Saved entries
------------------------------------------------------------------------

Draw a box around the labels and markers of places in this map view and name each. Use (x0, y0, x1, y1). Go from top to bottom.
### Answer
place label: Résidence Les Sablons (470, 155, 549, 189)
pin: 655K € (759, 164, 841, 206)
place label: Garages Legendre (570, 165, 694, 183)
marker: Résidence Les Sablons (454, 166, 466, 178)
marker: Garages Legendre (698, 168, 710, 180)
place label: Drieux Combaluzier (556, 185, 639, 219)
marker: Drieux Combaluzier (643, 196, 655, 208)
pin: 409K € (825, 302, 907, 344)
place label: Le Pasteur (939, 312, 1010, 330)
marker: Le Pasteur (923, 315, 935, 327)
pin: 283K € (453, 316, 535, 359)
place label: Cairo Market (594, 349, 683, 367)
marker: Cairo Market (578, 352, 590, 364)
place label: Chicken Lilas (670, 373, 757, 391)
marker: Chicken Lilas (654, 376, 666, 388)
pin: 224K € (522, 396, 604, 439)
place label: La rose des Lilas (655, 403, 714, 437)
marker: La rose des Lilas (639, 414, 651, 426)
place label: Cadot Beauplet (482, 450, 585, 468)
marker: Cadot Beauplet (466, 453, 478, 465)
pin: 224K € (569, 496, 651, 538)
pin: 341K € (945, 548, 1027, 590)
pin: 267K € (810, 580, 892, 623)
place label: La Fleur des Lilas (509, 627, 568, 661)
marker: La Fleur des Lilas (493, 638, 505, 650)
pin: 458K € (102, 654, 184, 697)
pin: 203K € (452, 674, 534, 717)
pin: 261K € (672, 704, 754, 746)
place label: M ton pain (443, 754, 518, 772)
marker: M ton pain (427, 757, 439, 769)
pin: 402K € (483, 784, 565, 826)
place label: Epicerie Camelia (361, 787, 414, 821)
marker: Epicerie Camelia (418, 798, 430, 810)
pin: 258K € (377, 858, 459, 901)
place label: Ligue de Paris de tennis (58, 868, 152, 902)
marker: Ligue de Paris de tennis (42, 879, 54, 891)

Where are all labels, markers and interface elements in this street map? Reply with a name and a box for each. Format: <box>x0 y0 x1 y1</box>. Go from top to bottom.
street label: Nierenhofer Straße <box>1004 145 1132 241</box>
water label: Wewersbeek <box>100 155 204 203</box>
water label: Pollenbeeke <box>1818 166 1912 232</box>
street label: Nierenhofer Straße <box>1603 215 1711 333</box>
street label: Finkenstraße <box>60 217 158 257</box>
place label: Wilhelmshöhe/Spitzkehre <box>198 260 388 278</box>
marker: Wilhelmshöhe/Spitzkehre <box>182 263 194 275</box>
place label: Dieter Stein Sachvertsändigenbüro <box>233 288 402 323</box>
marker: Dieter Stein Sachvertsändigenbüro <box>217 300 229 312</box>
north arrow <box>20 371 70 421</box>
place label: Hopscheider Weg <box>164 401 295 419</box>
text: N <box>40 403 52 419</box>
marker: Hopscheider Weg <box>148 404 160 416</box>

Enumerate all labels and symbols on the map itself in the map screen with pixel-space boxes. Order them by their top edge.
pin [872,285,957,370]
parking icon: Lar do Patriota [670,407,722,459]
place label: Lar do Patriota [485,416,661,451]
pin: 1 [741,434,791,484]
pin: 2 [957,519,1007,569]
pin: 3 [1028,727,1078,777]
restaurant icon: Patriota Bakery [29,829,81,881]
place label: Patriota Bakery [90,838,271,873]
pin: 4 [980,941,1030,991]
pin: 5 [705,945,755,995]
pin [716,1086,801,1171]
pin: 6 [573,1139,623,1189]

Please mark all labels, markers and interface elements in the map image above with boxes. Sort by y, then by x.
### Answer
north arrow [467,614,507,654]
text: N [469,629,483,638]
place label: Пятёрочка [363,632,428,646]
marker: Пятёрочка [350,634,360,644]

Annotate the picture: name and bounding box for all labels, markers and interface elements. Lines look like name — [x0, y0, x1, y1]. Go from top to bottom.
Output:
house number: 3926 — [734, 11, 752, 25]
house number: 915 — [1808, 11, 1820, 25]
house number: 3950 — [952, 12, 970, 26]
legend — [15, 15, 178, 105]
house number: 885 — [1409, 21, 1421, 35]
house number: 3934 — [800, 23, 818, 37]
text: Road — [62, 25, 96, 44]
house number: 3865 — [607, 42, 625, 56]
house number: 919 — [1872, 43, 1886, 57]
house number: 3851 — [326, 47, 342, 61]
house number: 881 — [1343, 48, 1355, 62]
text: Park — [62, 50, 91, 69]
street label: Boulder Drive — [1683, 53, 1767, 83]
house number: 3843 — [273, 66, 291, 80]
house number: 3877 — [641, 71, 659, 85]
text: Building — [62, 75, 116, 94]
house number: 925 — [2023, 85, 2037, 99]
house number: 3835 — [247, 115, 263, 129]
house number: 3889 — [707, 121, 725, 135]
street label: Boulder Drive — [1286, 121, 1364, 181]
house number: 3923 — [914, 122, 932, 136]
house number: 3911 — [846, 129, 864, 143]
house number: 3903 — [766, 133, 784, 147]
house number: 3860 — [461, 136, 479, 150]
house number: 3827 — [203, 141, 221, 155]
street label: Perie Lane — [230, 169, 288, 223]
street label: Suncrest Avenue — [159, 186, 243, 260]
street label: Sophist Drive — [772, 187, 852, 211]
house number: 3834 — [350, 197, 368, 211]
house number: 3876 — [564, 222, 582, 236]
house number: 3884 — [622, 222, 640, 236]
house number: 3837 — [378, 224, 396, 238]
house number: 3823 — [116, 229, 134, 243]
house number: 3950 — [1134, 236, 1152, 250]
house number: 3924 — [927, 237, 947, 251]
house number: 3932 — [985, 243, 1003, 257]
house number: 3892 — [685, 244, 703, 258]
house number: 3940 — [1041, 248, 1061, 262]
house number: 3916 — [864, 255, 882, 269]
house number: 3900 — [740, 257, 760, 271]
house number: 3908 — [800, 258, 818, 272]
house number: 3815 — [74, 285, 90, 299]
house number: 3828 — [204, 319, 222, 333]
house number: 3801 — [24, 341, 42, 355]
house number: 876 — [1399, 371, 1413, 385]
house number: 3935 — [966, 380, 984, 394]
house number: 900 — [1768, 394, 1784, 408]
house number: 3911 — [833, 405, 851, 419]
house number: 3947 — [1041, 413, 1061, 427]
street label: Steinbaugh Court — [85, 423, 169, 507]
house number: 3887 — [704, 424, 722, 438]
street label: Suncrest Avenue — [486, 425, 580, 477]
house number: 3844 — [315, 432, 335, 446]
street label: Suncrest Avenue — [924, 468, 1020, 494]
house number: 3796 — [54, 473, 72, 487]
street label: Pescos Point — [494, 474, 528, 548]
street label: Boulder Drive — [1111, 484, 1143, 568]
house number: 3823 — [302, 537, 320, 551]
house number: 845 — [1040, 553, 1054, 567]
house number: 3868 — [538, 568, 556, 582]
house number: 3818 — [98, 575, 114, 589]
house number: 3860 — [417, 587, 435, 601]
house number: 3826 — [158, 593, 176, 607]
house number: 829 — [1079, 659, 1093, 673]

------------------------------------------------------------------------

**EXERCISE PROMPT**
Go through the lines above and copy any that contain "Beauplet".

**RESPONSE AREA**
place label: Cadot Beauplet (482, 450, 585, 468)
marker: Cadot Beauplet (466, 453, 478, 465)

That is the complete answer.